:: Work to be completed ::
All of the lines below should be printed again exactly as they are.

:: Data below ::
----

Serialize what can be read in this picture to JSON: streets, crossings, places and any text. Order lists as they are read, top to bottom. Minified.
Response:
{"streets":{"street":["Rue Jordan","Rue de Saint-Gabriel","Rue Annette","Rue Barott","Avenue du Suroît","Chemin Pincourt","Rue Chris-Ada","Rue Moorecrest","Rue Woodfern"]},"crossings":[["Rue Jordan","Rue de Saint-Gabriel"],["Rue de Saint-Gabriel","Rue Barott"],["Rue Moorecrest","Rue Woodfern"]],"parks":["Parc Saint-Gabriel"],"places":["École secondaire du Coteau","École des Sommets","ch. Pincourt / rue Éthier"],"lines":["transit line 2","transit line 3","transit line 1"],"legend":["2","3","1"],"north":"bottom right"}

----

:: Task response ::
Serialize what can be read in this picture to JSON: streets, crossings, places and any text. Order lists as they are read, top to bottom. Minified.
Response:
{"streets":{"street":["Rue Jordan","Rue de Saint-Gabriel","Rue Annette","Rue Barott","Avenue du Suroît","Chemin Pincourt","Rue Chris-Ada","Rue Moorecrest","Rue Woodfern"]},"crossings":[["Rue Jordan","Rue de Saint-Gabriel"],["Rue de Saint-Gabriel","Rue Barott"],["Rue Moorecrest","Rue Woodfern"]],"parks":["Parc Saint-Gabriel"],"places":["École secondaire du Coteau","École des Sommets","ch. Pincourt / rue Éthier"],"lines":["transit line 2","transit line 3","transit line 1"],"legend":["2","3","1"],"north":"bottom right"}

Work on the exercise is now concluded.